Lucy quería ponerse el vestido nuevo y las merceditas para ir a la librería, y yo accedí a condición de que primero se diera un baño. Yo tenía mucha experiencia en bañar a los niños, le aseguré, y para demostrar mi afirmación saqué un álbum de fotos de la estantería y le enseñé algunas instantáneas de Rachel: una de las cuales, milagrosamente, mostraba a mi hija metida en un baño de burbujas a los seis o siete años.

– Ésta es tu prima -le anuncié-. ¿Sabías que tu madre y ella nacieron con sólo tres meses de diferencia? Eran buenas amigas.
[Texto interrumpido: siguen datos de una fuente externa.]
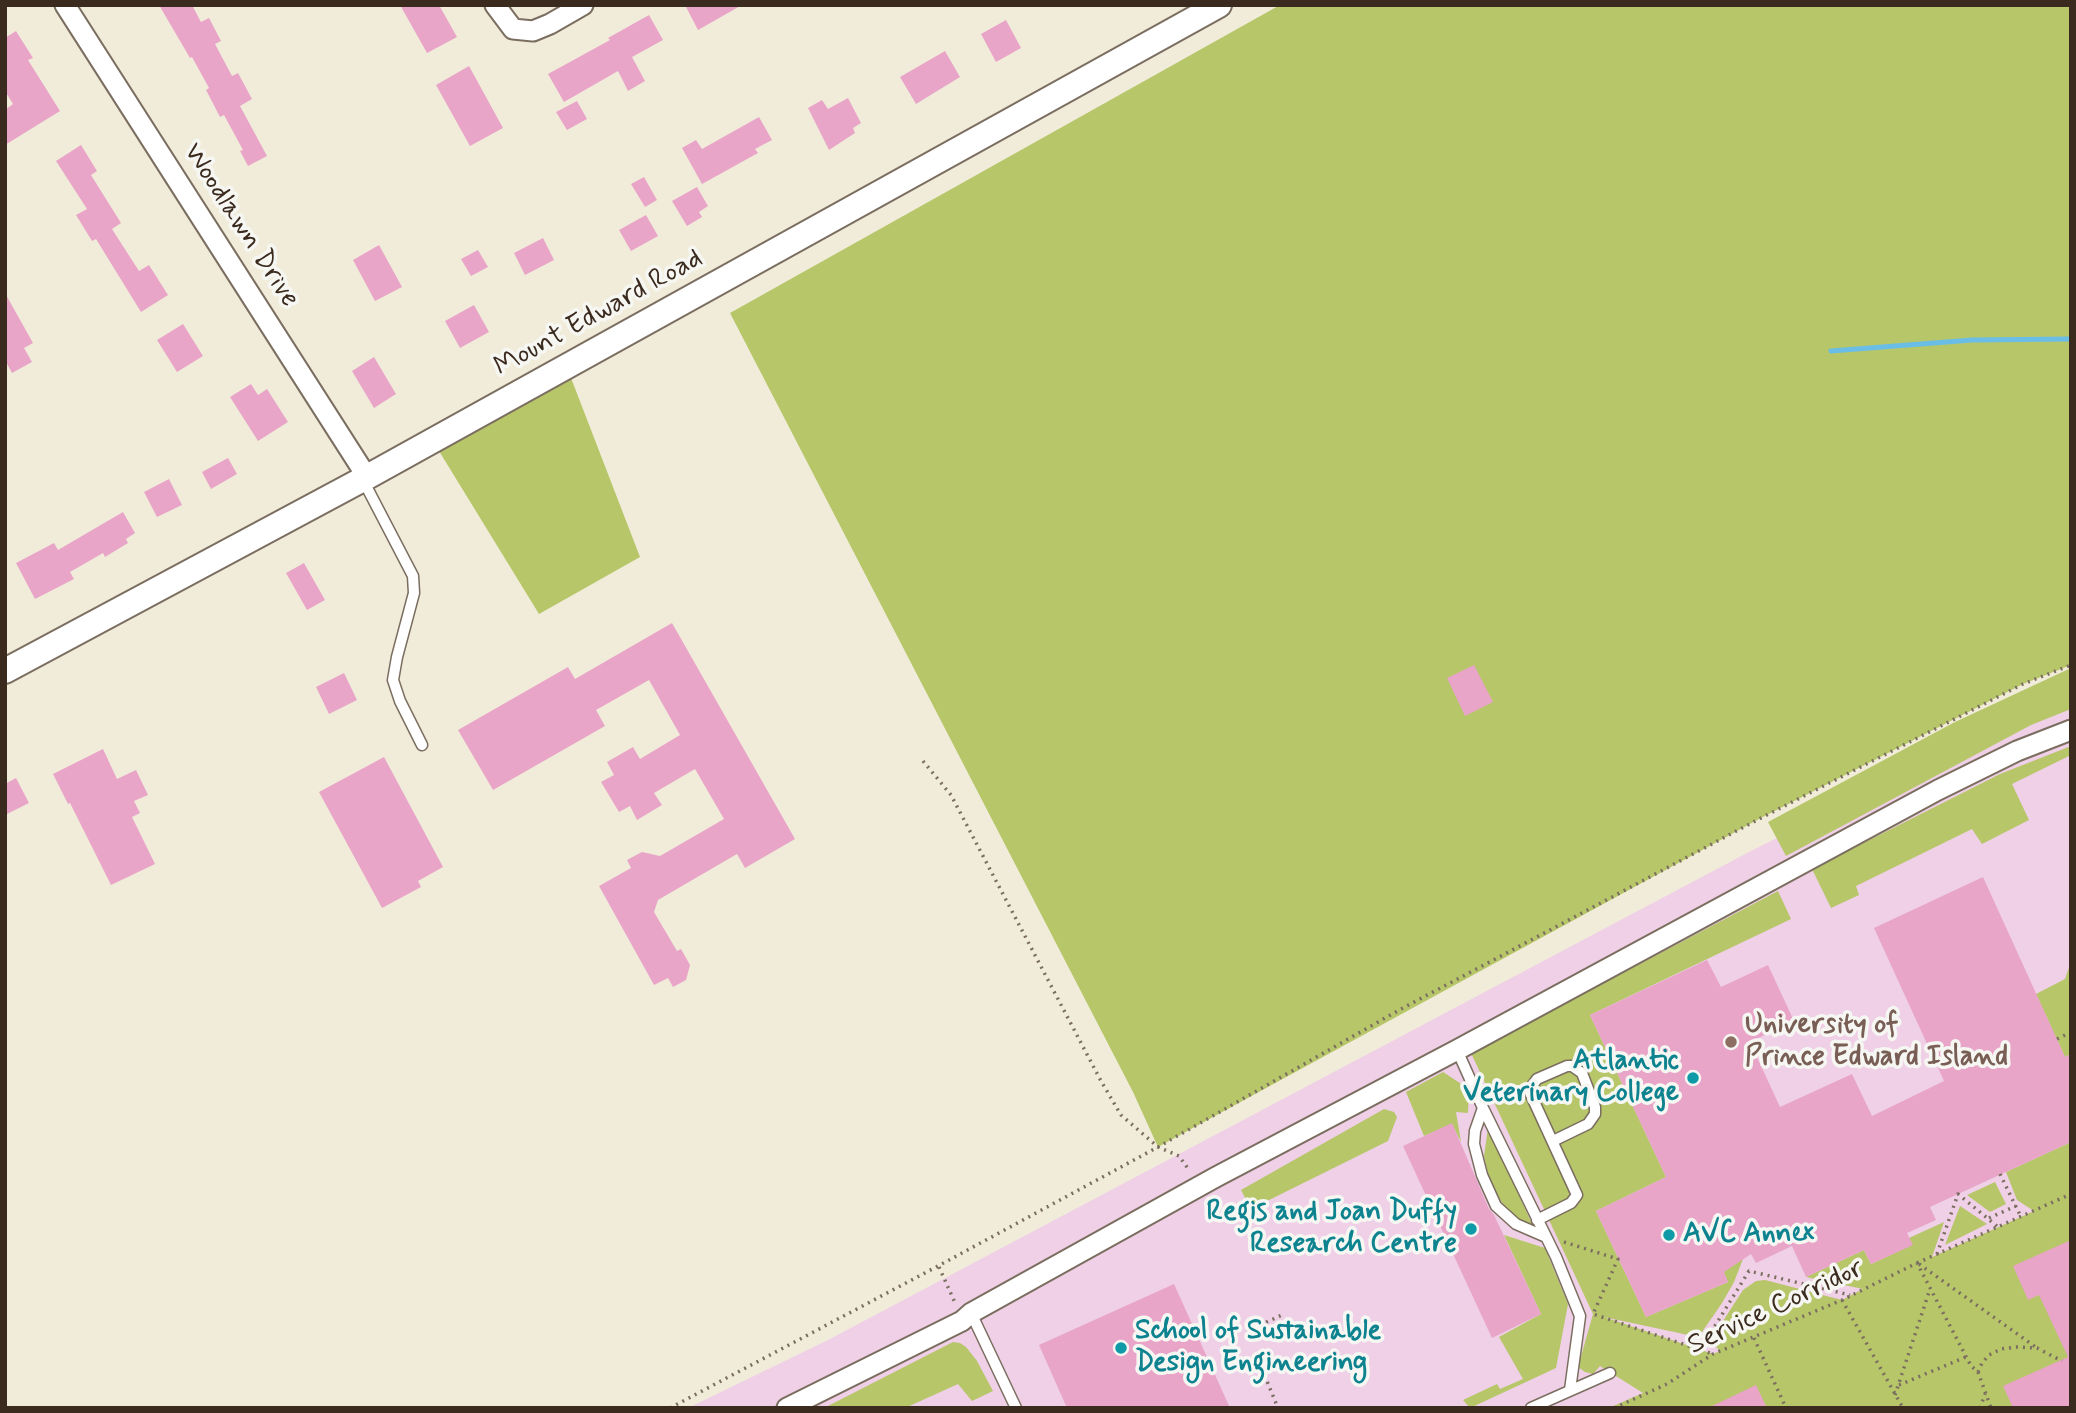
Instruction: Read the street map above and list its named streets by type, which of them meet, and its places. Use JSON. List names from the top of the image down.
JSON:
{
  "streets": {
    "street": ["Woodlawn Drive", "Mount Edward Road"],
    "path": ["Service Corridor"]
  },
  "crossings": [
    ["Woodlawn Drive", "Mount Edward Road"]
  ],
  "places": [
    "University of Prince Edward Island",
    "Atlantic Veterinary College",
    "Regis and Joan Duffy Research Centre",
    "AVC Annex",
    "School of Sustainable Design Engineering"
  ]
}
Lucy sacudió la cabeza y exhibió una de sus mayores sonrisas del día. Empezaba a confiar en su tío Nat, pensé, y un momento después recorríamos el pasillo en dirección al baño. Mientras yo llenaba la bañera, Lucy se desnudó obedientemente y se metió en el agua. Aparte de una pequeña costra ya bastante endurecida en la rodilla izquierda, no tenía una sola marca en el cuerpo; la espalda, tersa y sin cardenales; las piernas, lisas y sin marcas; ni hinchazón ni excoriaciones en torno a los genitales. Sólo se trató de un rápido examen visual, pero fuera cual fuese la causa de su silencio, no aprecié indicio alguno de malos tratos ni abusos. Para celebrar mi descubrimiento, le canté la versión completa de «Polly Wolly Doodle» mientras le lavaba y aclaraba el pelo.
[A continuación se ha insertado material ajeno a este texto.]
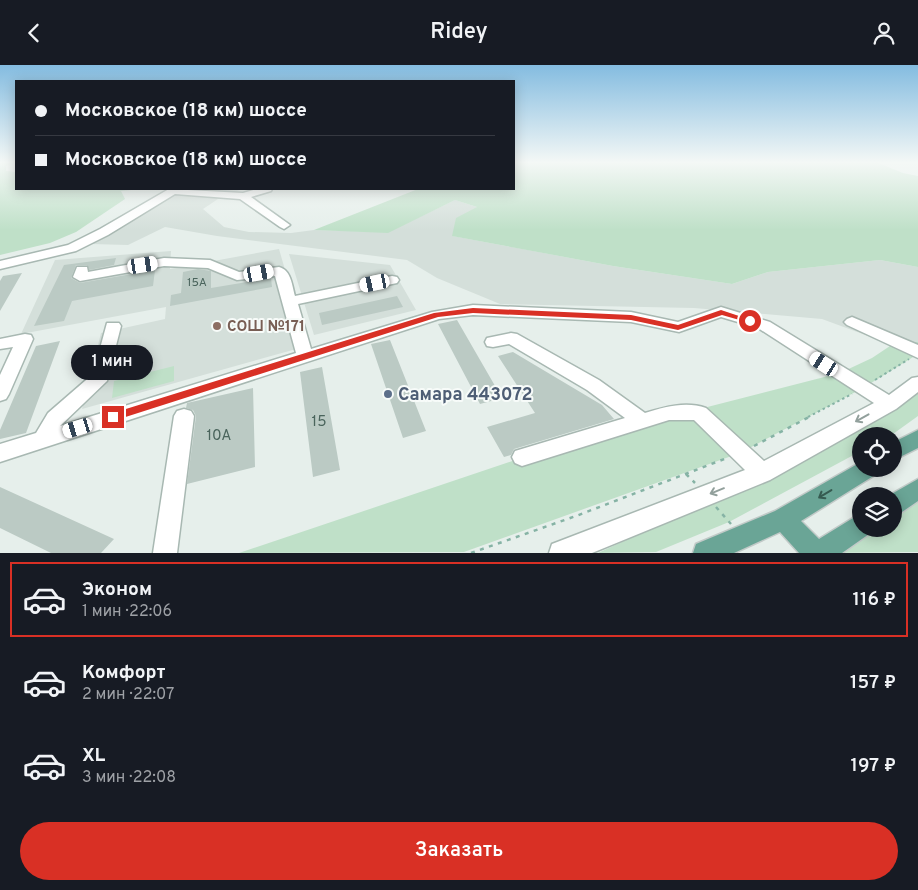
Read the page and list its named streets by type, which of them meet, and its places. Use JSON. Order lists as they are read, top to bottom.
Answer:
{
  "places": ["СОШ №171", "Самара 443072"],
  "house_numbers": ["15А", "15", "10А"],
  "page": {
    "header": "Ridey",
    "banner": ["Московское (18 км) шоссе", "Московское (18 км) шоссе"],
    "bubble": "1 мин",
    "list": [
      {
        "name": "Эконом",
        "note": "1 мин · 22:06",
        "value": "116 ₽"
      },
      {
        "name": "Комфорт",
        "note": "2 мин · 22:07",
        "value": "157 ₽"
      },
      {
        "name": "XL",
        "note": "3 мин · 22:08",
        "value": "197 ₽"
      }
    ],
    "buttons": "Заказать"
  }
}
Quince minutos después de sacarla de la bañera, sonó el teléfono. Era Tom, que llamaba desde la librería para saber lo que nos pasaba. Acababa de hablar con Harry (que había accedido a su petición de tomarse unos días libres) y estaba deseando salir de allí.

– Lo siento -me disculpé-. Hemos tardado más de lo previsto en comprar, y luego pensé que a Lucy no le vendría mal un baño. Olvídate de aquella granujilla, Tom. Nuestra niña está preparada para ir a una fiesta de cumpleaños en el Castillo de Windsor.

Luego pasamos a considerar los planes para la cena. Como Tom quería salir por la mañana temprano, pensaba que lo mejor sería quedar a las seis. Además, añadió, Lucy tenía tanto apetito, que a esa hora ya casi estaría muerta de hambre.

Me volví a Lucy y le pregunté qué le parecería una pizza. Cuando contestó pasándose la lengua por los labios y dándose palmaditas en el estómago, le dije a Tom que nos veríamos en la Trattoria de Rocco, que servía la mejor pizza del barrio.

– A las seis en punto -concluí-. Entretanto, Lucy y yo iremos a la tienda de vídeo a buscar una película que podamos ver los tres después de cenar.

La película resultó ser Tiempos modernos, que me pareció una elección extrañamente inspirada. Lucy no sólo no había visto a Chaplin ni oído nunca ese nombre (otra prueba del declive de la educación norteamericana), sino que además era la película en que el vagabundo habla por primera vez. Aunque sus palabras resultaran ininteligibles, al menos abría la boca y emitía sonidos, y me pregunté si eso no removería algo en el interior de Lucy, haciéndole reflexionar sobre su obstinado silencio. Y en el mejor de los casos, incluso podríamos lograr que saliera de él de una vez por todas.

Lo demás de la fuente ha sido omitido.